**What to work on**
The expected result is a verbatim repetition of the lines from the start of the entries through the line containing "context.strokeStyle = color;", with the pictures removed.

*** Excerpted data Section Begins ***

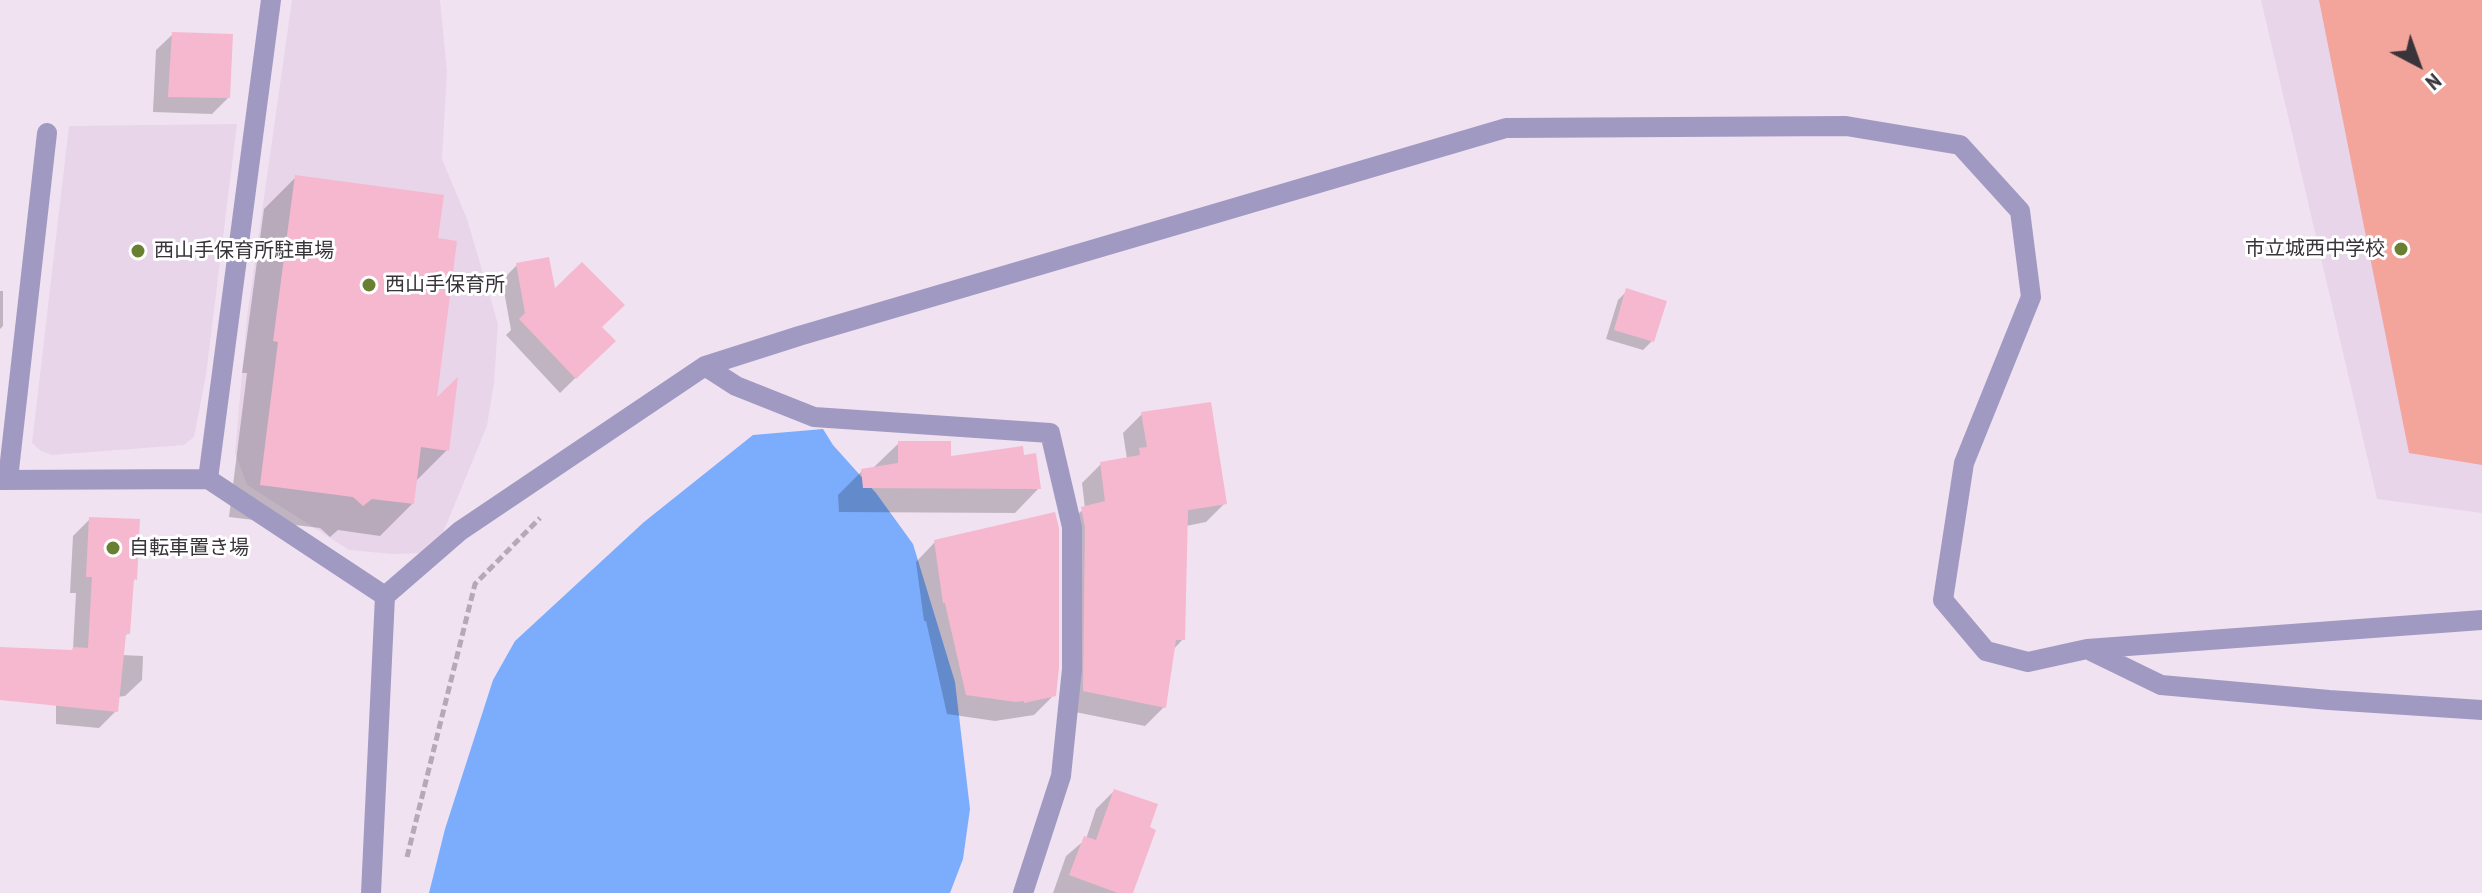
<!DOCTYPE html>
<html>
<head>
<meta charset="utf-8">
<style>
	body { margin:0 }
	#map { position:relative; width:2482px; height:893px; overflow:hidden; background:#f1e2f2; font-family:"PT Sans Narrow",sans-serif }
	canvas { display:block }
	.north { position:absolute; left:2378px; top:24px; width:80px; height:80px; -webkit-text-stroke:6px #fff; paint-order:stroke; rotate:139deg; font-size:22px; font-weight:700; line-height:32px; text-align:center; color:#39343a }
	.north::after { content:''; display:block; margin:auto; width:28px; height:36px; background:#39343a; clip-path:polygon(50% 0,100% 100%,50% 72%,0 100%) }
</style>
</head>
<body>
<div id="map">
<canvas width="2482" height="893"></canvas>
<div class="north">N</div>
</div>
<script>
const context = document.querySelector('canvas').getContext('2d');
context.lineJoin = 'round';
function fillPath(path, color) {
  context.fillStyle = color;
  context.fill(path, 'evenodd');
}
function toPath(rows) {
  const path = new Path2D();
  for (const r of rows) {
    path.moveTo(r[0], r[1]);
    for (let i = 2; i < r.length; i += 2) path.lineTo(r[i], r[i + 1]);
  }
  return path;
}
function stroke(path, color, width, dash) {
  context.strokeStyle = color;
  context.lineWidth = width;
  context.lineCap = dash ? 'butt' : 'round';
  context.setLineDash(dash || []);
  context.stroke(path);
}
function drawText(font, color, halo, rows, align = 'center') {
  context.font = font + ' "PT Sans Narrow","Noto Sans JP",sans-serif';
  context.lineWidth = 6;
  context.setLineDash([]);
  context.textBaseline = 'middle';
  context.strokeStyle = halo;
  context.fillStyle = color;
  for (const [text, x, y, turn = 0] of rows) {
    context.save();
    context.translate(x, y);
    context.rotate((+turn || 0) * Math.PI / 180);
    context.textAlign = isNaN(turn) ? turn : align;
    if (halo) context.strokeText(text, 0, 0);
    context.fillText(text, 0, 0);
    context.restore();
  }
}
const built = toPath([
	[292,0,440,0,447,72,442,159,467,219,498,324,494,383,487,426,440,540,423,553,392,554,349,550,247,485,235,453,247,317],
	[2261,0,2482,0,2482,513,2377,499],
	[237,124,206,375,194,437,184,445,52,455,41,451,32,443,69,126]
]);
const green = toPath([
	[2319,0,2482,0,2482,465,2409,453]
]);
const water = toPath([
	[823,429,833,445,876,493,913,544,955,682,970,809,963,859,950,893,429,893,445,829,493,680,515,641,644,522,753,435]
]);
const shadow = toPath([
	[173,34,228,98,212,114,153,112,156,50],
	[296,177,435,240,435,403,447,450,414,483,412,504,380,536,338,530,330,537,320,528,229,517,247,373,242,373,264,209],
	[517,265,600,327,613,341,560,393,506,335,511,330,502,280],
	[0,291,3,291,3,326,0,329],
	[1627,291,1652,341,1643,350,1606,339,1618,300],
	[1142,414,1225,503,1206,522,1186,526,1183,639,1173,650,1164,707,1145,726,1065,710,1063,527,1085,508,1082,483,1101,464,1127,459,1123,433],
	[899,443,949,458,1039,488,1015,513,839,512,838,495,862,471,874,467],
	[90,519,135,579,131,583,128,633,123,638,122,655,143,656,142,680,125,696,117,697,116,711,99,728,56,724,56,697,0,698,0,650,70,652,73,649,76,593,70,593,73,536],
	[935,542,1054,695,1034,715,995,721,947,714,926,621,924,621,916,562],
	[1114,791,1131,893,1053,893,1066,856,1086,839,1096,809]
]);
const building = toPath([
	[172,32,233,34,230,98,168,97],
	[295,175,444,195,438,238,457,241,437,397,458,377,449,451,421,447,414,504,372,499,363,506,353,497,260,485,278,342,273,341],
	[549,257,555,288,582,262,625,305,602,327,616,341,576,379,519,319,525,313,516,263],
	[1626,288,1667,301,1654,342,1614,330],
	[1211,402,1227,504,1188,510,1185,640,1176,640,1166,708,1083,691,1085,527,1081,507,1105,501,1100,462,1140,455,1139,448,1147,447,1141,412],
	[898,441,951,441,951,456,1023,446,1024,455,1036,453,1041,489,863,488,861,469,898,463],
	[1055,512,1059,528,1059,668,1056,696,1024,703,1024,701,1016,702,966,695,945,603,943,603,934,540],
	[89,517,140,519,137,580,134,579,130,634,126,634,118,712,0,700,0,647,72,650,73,647,88,648,92,577,86,577],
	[1114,789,1158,804,1150,827,1156,830,1133,893,1118,893,1069,875,1084,836,1096,840]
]);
const path = toPath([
	[407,857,475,584,540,518]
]);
const minor = toPath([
	[705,366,736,386,814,417,1050,433,1072,527,1072,669,1061,776,1023,893],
	[8,479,47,133],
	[208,479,271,0],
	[0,480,208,479,385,596,460,531,705,366,799,336,1506,128,1846,126,1960,145,2020,211,2031,297,1964,463,1943,600,1986,651,2028,662,2087,649,2482,620],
	[2091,651,2161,685,2329,700,2482,710],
	[371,893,385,596]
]);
const markers = [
	[2401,249,8,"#697f31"],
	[138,251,8,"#697f31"],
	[369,285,8,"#697f31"],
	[113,548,8,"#697f31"]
];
const poiNames = [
	["市立城西中学校",2385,249,"right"],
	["西山手保育所駐車場",154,251],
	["西山手保育所",385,285],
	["自転車置き場",129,548]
];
fillPath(built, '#e8d5ea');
fillPath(green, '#f3a59b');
fillPath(water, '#7cadfd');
fillPath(shadow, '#0003');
fillPath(building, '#f6b8ce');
stroke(path, '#b5a9b6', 5, [8, 4]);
stroke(minor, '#a09ac2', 20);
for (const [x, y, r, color] of markers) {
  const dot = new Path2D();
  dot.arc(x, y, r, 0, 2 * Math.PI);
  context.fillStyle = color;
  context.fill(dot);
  stroke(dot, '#fff', 3);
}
drawText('20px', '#39343a', '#fff', poiNames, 'left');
</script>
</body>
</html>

*** Excerpted data Section Ends ***

**Answer to this task**
<!DOCTYPE html>
<html>
<head>
<meta charset="utf-8">
<style>
	body { margin:0 }
	#map { position:relative; width:2482px; height:893px; overflow:hidden; background:#f1e2f2; font-family:"PT Sans Narrow",sans-serif }
	canvas { display:block }
	.north { position:absolute; left:2378px; top:24px; width:80px; height:80px; -webkit-text-stroke:6px #fff; paint-order:stroke; rotate:139deg; font-size:22px; font-weight:700; line-height:32px; text-align:center; color:#39343a }
	.north::after { content:''; display:block; margin:auto; width:28px; height:36px; background:#39343a; clip-path:polygon(50% 0,100% 100%,50% 72%,0 100%) }
</style>
</head>
<body>
<div id="map">
<canvas width="2482" height="893"></canvas>
<div class="north">N</div>
</div>
<script>
const context = document.querySelector('canvas').getContext('2d');
context.lineJoin = 'round';
function fillPath(path, color) {
  context.fillStyle = color;
  context.fill(path, 'evenodd');
}
function toPath(rows) {
  const path = new Path2D();
  for (const r of rows) {
    path.moveTo(r[0], r[1]);
    for (let i = 2; i < r.length; i += 2) path.lineTo(r[i], r[i + 1]);
  }
  return path;
}
function stroke(path, color, width, dash) {
  context.strokeStyle = color;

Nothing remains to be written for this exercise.